> [Assignment]:
Select all lines in the records that include "heat".

> [Saved data entries]:
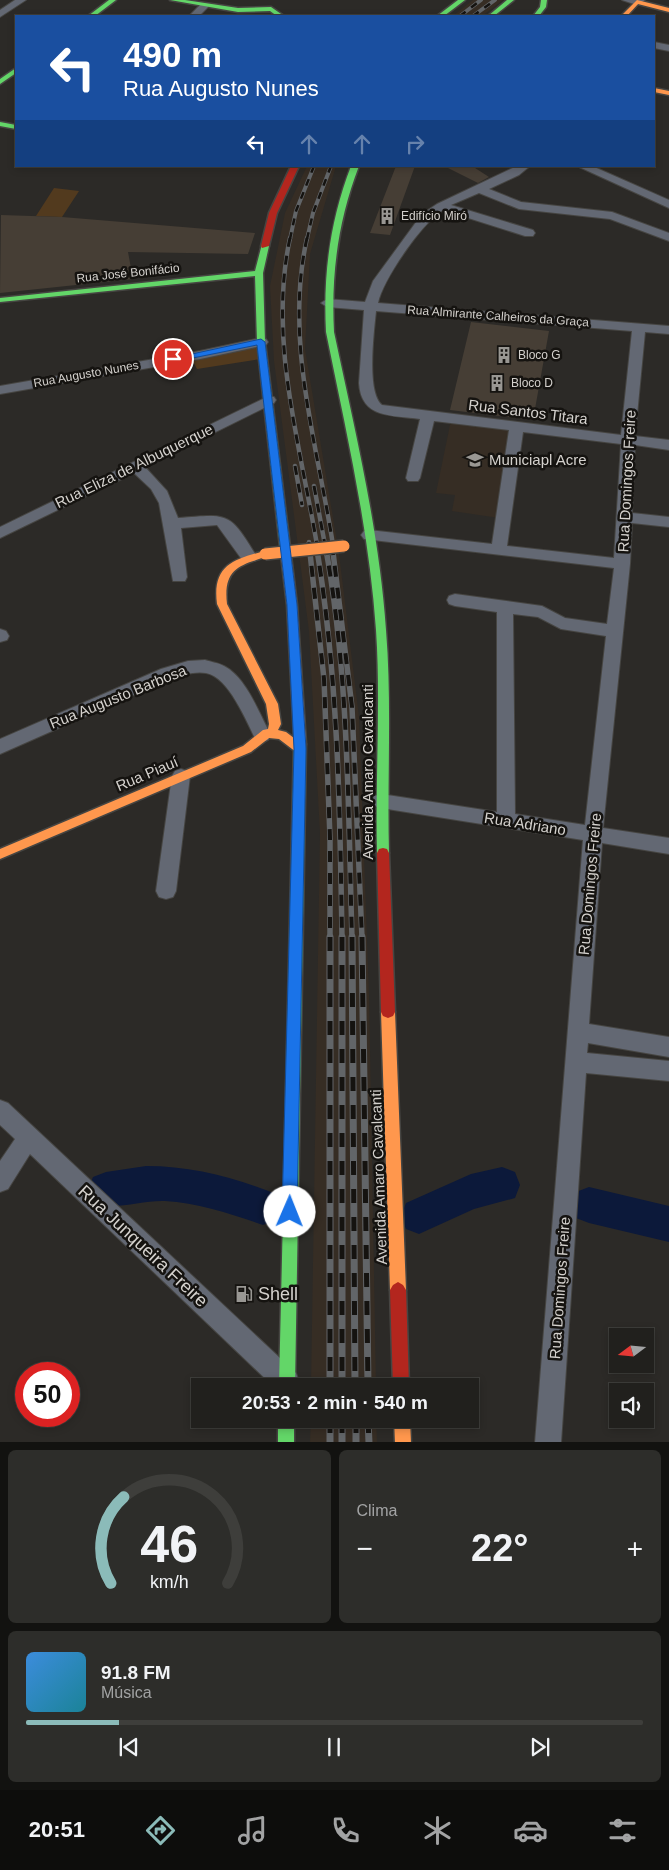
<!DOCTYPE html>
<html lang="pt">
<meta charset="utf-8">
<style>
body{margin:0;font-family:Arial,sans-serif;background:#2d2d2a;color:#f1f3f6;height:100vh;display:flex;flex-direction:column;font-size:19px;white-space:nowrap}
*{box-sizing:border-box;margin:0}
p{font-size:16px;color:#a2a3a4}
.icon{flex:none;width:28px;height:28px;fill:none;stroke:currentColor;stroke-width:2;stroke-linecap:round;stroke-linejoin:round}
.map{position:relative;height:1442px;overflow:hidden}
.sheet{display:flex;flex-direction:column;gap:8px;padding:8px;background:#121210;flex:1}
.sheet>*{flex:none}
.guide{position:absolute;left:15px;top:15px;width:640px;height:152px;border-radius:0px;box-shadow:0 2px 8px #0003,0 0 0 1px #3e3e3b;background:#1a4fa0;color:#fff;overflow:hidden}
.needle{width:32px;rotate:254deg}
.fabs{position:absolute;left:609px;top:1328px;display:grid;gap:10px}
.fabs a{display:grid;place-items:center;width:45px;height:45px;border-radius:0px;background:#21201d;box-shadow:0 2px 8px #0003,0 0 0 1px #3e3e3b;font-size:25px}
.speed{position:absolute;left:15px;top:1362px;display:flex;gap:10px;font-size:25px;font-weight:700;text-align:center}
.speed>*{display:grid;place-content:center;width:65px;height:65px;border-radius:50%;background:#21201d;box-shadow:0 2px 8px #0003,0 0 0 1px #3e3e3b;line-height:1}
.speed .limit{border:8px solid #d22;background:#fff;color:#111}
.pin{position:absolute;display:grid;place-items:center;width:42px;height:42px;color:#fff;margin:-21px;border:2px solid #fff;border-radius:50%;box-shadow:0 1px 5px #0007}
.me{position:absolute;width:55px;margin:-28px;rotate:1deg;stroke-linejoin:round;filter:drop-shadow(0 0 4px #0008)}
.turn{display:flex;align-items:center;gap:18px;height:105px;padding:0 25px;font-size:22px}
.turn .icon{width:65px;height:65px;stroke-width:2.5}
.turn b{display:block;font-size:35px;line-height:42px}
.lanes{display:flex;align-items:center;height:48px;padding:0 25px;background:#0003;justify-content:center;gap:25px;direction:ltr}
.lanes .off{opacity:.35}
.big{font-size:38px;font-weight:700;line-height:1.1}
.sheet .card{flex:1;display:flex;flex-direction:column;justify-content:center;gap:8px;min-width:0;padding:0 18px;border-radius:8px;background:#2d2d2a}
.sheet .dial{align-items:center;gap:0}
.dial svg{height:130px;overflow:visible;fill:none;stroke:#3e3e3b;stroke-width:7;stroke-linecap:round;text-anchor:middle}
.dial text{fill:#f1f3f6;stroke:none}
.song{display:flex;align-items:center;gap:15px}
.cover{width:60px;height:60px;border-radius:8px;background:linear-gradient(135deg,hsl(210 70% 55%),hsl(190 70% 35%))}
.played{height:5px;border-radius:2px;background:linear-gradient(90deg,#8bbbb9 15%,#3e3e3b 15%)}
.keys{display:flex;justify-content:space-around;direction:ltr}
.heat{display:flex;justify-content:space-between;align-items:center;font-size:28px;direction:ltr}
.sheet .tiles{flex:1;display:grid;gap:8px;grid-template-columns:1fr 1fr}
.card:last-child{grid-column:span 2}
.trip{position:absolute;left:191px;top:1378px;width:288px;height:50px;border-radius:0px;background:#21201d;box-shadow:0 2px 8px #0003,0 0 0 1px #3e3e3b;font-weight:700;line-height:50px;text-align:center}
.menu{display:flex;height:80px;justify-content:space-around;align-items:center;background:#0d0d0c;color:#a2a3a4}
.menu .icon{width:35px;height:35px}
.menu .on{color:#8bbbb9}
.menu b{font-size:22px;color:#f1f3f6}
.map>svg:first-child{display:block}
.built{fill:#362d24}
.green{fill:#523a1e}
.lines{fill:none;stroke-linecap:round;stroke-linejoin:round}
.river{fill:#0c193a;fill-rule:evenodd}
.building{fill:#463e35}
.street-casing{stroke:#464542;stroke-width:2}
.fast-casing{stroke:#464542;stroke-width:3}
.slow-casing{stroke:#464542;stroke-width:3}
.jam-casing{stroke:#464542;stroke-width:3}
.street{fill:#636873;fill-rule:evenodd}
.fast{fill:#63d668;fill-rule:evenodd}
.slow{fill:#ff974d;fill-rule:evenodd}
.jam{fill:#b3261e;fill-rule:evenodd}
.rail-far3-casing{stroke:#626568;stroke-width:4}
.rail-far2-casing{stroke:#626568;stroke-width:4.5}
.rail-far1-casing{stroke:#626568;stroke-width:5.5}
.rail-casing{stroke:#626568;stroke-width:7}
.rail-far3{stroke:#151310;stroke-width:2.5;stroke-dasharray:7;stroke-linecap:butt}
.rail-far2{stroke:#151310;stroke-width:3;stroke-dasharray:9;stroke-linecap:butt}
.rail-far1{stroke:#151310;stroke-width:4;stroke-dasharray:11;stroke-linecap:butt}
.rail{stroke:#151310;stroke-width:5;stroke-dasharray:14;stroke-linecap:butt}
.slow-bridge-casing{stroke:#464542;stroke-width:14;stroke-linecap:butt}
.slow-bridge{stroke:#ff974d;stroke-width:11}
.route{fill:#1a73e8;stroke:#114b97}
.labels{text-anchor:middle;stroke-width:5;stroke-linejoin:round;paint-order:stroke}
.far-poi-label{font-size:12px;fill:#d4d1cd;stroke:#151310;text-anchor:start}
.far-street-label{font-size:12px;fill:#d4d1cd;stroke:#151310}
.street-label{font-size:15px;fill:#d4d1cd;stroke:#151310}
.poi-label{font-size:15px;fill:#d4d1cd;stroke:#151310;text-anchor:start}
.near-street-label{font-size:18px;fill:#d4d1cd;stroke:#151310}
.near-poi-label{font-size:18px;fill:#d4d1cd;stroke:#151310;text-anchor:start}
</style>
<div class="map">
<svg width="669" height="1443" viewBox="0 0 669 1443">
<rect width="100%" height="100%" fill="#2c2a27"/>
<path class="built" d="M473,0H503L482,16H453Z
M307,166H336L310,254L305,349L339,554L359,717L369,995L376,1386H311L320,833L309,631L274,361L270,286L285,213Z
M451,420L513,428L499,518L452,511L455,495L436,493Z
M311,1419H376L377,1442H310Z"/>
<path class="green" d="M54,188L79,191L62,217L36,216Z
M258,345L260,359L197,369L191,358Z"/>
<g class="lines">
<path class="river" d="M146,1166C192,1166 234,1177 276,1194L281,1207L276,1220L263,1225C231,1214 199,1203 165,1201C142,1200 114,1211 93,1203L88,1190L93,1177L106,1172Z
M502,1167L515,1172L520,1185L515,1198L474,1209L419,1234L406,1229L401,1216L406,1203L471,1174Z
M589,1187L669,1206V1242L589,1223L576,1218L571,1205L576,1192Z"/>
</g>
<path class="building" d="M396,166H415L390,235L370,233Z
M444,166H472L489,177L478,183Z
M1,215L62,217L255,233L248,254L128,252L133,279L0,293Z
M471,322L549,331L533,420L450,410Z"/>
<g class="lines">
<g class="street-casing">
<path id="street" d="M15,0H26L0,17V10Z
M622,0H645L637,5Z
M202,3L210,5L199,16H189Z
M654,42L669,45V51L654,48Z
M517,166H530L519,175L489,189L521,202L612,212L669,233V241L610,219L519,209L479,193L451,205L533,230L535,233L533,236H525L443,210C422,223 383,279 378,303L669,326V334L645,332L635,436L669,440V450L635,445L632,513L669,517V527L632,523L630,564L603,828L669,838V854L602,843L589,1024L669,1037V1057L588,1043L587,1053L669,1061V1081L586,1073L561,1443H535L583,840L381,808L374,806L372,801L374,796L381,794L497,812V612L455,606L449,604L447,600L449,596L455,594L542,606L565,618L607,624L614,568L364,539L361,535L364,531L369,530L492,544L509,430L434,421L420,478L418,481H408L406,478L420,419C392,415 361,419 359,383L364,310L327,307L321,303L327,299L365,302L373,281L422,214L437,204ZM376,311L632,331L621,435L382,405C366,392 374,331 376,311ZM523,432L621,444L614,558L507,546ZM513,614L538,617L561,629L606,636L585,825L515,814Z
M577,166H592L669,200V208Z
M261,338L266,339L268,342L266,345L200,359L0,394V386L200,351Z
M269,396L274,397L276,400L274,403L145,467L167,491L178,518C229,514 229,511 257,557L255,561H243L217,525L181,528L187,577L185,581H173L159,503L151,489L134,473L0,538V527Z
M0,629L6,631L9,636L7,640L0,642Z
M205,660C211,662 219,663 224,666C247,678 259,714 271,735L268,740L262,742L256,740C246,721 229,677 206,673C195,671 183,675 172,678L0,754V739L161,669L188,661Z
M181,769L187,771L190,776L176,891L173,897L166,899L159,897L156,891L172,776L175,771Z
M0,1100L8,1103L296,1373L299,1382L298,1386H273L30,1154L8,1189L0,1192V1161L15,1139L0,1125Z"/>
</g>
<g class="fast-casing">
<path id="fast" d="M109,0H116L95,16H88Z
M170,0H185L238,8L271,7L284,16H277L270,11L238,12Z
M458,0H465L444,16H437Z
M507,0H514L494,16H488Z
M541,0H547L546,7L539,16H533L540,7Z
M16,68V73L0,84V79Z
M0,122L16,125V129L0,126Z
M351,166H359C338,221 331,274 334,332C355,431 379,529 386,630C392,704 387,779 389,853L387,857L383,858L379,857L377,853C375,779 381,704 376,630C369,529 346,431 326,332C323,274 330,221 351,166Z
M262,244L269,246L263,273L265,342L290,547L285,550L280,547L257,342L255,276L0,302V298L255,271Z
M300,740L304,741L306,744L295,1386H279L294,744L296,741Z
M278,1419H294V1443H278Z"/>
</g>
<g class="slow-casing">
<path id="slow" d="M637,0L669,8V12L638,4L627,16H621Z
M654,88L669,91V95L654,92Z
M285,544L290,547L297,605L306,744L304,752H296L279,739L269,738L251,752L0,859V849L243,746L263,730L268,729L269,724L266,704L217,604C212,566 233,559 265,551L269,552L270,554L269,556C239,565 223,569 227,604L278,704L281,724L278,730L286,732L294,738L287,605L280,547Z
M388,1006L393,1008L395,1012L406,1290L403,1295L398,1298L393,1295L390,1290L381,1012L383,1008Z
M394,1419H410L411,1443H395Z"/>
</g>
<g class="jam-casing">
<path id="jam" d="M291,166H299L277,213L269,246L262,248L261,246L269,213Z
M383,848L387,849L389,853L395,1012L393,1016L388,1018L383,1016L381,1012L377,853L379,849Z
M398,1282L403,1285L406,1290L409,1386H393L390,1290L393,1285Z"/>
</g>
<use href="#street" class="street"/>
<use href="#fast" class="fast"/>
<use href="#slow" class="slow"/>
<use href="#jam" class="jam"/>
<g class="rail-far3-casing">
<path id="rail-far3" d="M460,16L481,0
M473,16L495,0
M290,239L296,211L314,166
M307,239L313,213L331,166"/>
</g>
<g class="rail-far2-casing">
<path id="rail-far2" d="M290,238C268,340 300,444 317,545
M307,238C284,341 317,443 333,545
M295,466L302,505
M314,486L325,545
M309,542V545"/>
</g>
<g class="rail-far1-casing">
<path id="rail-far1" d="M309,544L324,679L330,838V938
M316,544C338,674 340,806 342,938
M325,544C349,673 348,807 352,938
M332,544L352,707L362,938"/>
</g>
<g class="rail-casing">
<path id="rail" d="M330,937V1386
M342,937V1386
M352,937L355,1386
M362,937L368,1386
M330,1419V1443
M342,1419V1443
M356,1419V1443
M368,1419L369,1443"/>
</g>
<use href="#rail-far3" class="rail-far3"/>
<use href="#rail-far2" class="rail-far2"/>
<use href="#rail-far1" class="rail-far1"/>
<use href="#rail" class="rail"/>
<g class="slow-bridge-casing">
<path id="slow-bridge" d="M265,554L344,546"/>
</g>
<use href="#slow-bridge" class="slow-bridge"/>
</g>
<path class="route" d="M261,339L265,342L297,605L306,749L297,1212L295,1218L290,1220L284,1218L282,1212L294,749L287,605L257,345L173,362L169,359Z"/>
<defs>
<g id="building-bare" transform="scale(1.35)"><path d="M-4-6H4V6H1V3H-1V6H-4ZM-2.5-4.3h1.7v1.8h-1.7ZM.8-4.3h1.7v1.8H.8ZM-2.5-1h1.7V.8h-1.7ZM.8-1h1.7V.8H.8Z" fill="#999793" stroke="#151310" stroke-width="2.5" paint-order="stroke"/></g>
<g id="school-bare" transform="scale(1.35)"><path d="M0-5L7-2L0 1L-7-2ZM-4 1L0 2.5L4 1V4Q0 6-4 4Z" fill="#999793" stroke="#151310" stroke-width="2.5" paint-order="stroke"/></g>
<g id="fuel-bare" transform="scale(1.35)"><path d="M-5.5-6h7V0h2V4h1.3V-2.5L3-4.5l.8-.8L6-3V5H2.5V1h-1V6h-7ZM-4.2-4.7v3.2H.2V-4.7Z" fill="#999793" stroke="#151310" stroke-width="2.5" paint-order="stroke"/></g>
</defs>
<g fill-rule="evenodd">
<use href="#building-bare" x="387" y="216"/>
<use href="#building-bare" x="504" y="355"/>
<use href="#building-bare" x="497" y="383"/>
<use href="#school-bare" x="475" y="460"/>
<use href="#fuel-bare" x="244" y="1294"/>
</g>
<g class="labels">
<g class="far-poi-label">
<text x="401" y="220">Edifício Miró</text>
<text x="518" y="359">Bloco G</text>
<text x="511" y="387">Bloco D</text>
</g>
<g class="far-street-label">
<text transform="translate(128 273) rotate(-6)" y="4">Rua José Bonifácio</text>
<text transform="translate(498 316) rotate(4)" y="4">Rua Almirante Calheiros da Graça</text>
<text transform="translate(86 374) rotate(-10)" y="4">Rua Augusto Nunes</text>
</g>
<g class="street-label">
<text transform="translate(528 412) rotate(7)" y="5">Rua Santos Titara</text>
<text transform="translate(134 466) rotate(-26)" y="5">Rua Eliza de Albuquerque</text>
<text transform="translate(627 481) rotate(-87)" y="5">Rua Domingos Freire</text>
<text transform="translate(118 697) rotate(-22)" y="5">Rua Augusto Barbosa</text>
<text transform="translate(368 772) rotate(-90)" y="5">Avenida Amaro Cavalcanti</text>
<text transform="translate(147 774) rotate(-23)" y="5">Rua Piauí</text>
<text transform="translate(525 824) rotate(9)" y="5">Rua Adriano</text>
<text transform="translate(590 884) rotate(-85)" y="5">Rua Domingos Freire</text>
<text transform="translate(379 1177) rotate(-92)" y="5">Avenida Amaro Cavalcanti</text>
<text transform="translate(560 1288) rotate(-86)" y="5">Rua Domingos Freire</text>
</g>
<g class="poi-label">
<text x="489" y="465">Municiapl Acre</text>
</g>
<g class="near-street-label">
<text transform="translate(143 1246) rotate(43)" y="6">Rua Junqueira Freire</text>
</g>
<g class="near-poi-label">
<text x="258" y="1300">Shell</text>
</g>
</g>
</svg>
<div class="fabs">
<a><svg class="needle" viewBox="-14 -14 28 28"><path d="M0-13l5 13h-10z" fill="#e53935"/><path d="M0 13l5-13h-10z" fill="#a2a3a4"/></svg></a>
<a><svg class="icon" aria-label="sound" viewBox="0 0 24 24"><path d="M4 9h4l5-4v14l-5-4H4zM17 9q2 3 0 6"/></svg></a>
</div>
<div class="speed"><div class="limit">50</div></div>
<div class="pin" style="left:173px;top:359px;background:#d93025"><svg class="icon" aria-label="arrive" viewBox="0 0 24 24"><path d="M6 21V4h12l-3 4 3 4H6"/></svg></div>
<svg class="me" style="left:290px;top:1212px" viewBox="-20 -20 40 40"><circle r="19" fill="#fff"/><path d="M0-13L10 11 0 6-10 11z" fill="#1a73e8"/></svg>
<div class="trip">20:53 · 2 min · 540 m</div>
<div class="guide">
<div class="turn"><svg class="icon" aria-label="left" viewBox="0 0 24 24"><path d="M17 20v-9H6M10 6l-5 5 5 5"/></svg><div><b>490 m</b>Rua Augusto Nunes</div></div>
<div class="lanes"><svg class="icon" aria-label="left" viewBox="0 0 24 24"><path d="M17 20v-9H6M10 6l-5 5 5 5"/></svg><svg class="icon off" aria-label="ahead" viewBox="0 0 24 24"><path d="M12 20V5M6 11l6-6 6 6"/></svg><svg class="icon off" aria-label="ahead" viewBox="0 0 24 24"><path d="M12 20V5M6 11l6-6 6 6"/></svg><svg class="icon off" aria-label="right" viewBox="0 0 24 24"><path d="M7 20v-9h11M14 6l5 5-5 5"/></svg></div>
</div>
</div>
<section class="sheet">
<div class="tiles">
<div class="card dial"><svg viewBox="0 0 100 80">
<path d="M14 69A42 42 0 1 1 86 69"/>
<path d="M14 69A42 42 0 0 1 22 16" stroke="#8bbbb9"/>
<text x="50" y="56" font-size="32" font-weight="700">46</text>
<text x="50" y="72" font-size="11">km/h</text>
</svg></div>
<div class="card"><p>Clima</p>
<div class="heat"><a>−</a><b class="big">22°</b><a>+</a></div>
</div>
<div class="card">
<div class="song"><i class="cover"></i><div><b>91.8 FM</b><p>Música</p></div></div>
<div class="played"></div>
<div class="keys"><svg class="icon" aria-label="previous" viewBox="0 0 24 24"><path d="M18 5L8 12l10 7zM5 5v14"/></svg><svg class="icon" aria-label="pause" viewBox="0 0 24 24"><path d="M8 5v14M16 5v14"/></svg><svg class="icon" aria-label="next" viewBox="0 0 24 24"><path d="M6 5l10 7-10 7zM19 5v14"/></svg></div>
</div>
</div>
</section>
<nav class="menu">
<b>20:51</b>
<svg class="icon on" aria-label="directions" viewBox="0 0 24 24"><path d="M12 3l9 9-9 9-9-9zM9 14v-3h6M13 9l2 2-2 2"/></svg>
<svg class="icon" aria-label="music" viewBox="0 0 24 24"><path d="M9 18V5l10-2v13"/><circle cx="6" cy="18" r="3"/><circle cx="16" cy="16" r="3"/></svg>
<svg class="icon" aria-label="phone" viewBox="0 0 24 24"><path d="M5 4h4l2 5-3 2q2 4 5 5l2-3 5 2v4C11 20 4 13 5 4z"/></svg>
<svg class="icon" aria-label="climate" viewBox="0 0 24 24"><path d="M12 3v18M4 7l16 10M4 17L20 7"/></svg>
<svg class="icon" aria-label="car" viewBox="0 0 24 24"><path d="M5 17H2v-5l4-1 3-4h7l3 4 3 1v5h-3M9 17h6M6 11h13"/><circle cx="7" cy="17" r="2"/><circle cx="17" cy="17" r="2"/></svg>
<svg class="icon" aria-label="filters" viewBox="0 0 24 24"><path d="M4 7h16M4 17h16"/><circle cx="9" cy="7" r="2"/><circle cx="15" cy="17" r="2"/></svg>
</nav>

> [Reply]:
.heat{display:flex;justify-content:space-between;align-items:center;font-size:28px;direction:ltr}
<div class="heat"><a>−</a><b class="big">22°</b><a>+</a></div>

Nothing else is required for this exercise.